Archive for the ‘Job Search’ Category

“So Tell Me about Yourself”

May 3, 2017


How many times have you walked into an interview where this is the opening statement by a potential boss? We all imagine that this might come up as the lead-in to gathering information about us as the candidate for a position, but all too often we aren’t prepared to answer it in a way that makes us look good to our prospective employer. In her April 28, 2017 piece in US News and World Report, Chrissy Scivicque writes about how being prepared for this seemingly innocuous statement can either make or break the interview.
She discusses how to respond, as well as some of the mistakes that are made while trying to give a well thought out answer. Candidates should remember that they need to make a good first impression without either talking too long, giving too much personal information or getting off track and rambling on.  Being well prepared for this question is key to a successful interview. A few suggestions which she makes are:
• Create a well-crafted answer. Remember, this is about you as a professional. Your response gives the interviewer an idea of who you are and sets up the rest of the interview.
• Build Rapport. You may be nervous but you still need to be friendly and show enthusiasm. Show the interviewer you are excited to be there!
• Frame your Professional History Cohesively. Think about your entire body of work and highlight those areas you are passionate about and which will make you stand out to a prospective employer. You have a resume, so there is no need to go into too much detail – just a cohesive outline about your career. Fill in any gaps that may have occurred along the way.
If you take the time to think of how to respond to this question, you can feel good about the possibilities.
To read more of this article, please click on the following link:

Job-Hunting Made Easier With Apps

April 6, 2017

Apps for Job-Hunting make it easier to look for jobs day or night. Alerts from these Apps keep you posted when new job opportunities arise and, your resume goes to the hiring personnel almost immediately.

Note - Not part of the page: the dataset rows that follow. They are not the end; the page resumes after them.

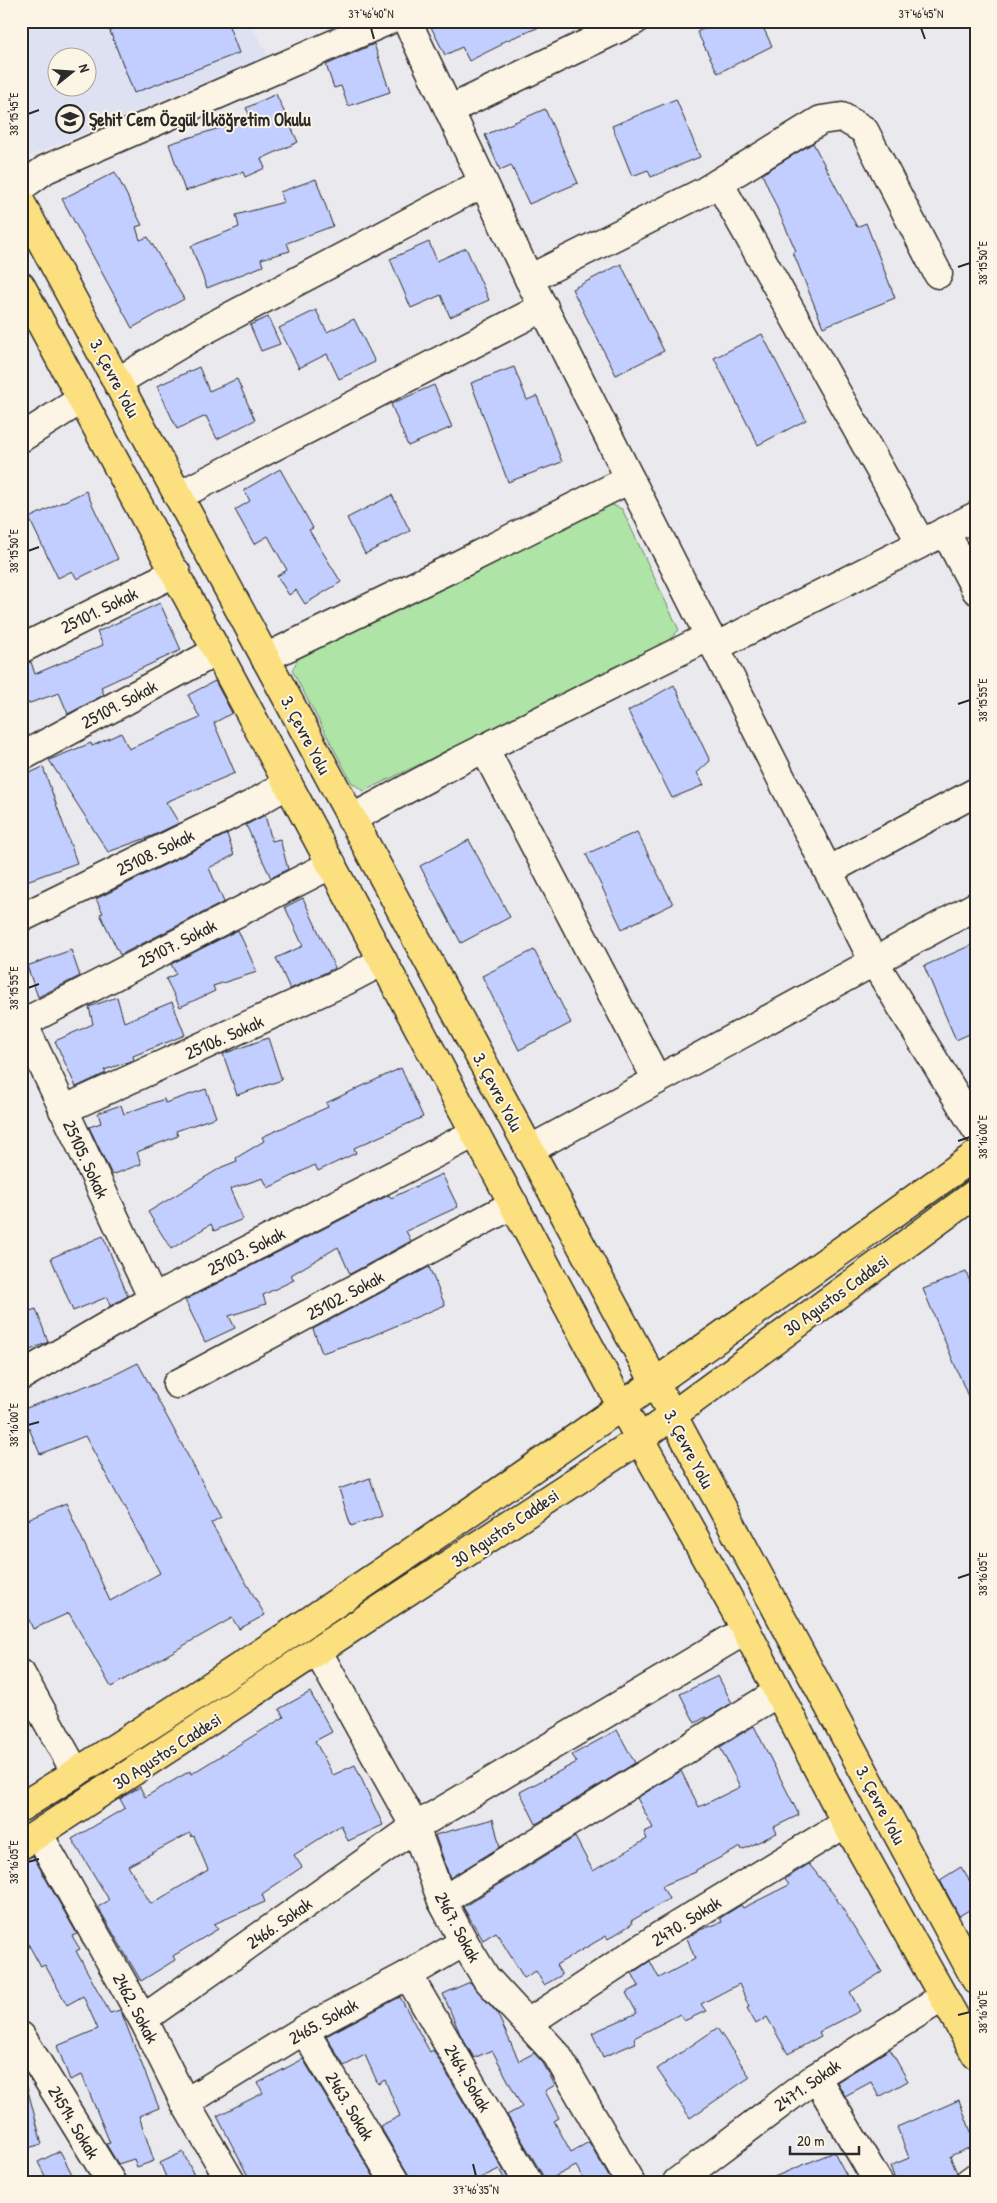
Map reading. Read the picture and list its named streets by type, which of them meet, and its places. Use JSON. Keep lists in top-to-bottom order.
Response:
{
  "streets": {
    "main road": ["3. Çevre Yolu", "30 Agustos Caddesi"],
    "street": [
      "25101. Sokak",
      "25109. Sokak",
      "25108. Sokak",
      "25107. Sokak",
      "25106. Sokak",
      "25105. Sokak",
      "25103. Sokak",
      "25102. Sokak",
      "2470. Sokak",
      "2466. Sokak",
      "2467. Sokak",
      "2462. Sokak",
      "2465. Sokak",
      "2464. Sokak",
      "2471. Sokak",
      "2463. Sokak",
      "24514. Sokak"
    ]
  },
  "crossings": [
    ["3. Çevre Yolu", "30 Agustos Caddesi"],
    ["25107. Sokak", "25105. Sokak"],
    ["25106. Sokak", "25105. Sokak"],
    ["25105. Sokak", "25103. Sokak"],
    ["30 Agustos Caddesi", "2467. Sokak"],
    ["30 Agustos Caddesi", "2462. Sokak"],
    ["2470. Sokak", "2467. Sokak"],
    ["2466. Sokak", "2467. Sokak"],
    ["2466. Sokak", "2462. Sokak"],
    ["2467. Sokak", "2465. Sokak"],
    ["2462. Sokak", "2465. Sokak"],
    ["2465. Sokak", "2464. Sokak"],
    ["2465. Sokak", "2463. Sokak"]
  ],
  "places": {
    "school or university": ["Şehit Cem Özgül İlköğretim Okulu"]
  },
  "scale_bar": "20 m",
  "north": "right",
  "coordinates": [
    "37°46'40\"N",
    "37°46'45\"N",
    "38°15'45\"E",
    "38°15'50\"E",
    "38°15'55\"E",
    "38°16'00\"E",
    "38°16'05\"E",
    "38°16'10\"E",
    "37°46'35\"N"
  ]
}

While Monster and CareerBuilder are a couple of the more popular apps, there are others that are free and worth looking into. Here are a few which are growing in popularity:

Facebook Jobs: Facebook’s known for connecting with friends. However, its Job Board helps one find a posting that may land you a job. When you apply on Facebook, the information goes to the employer as a Facebook message.

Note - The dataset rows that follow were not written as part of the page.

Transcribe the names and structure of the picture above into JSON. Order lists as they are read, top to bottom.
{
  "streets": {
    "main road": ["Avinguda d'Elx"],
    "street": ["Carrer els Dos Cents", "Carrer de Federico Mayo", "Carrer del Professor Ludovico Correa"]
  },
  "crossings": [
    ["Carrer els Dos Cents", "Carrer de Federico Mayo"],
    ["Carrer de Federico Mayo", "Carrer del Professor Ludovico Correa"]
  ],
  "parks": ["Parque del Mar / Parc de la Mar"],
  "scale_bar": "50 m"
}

LinkedIn Job Search: The app for Job Hunters on LinkedIn is LinkedIn Job Search. It connects you with companies based on the experience listed on your LinkedIn profile. While the basic LinkedIn Job Search is free, there is a monthly fee of $24.99 for a premium subscription. This subscription bumps you to the top of recruiter lists as a featured applicant.

Glassdoor: This app searches through millions of listings to find potential jobs for you based on locale, salary and job title. You can apply directly from the device. It is a standout tool for researching a potential employer.

Indeed Job Search: This app gathers job listings based on your settings into one location for your perusal. This app helps you to find openings in towns nearby, based on your location.

Snagajob: It specializes in connecting you with hourly employment. Click on links by City and you will find by-the-hour opportunities in those cities. Local hourly jobs take center stage on this app.

JobR: Monster scooped up this app. It works like a dating app. Once your resume has been uploaded and potential jobs land on your screen, you can swipe to the left to delete or move along and swipe to the right to apply.

Ziprecuiter Job Search: is a platform where small businesses can post jobs. It started small but now has about a 100 job boards. You are able to bookmark jobs that interest you and apply to them later.

LinkUp: This app posts only jobs that are on company websites. This gives you the access to jobs that may still be under the radar.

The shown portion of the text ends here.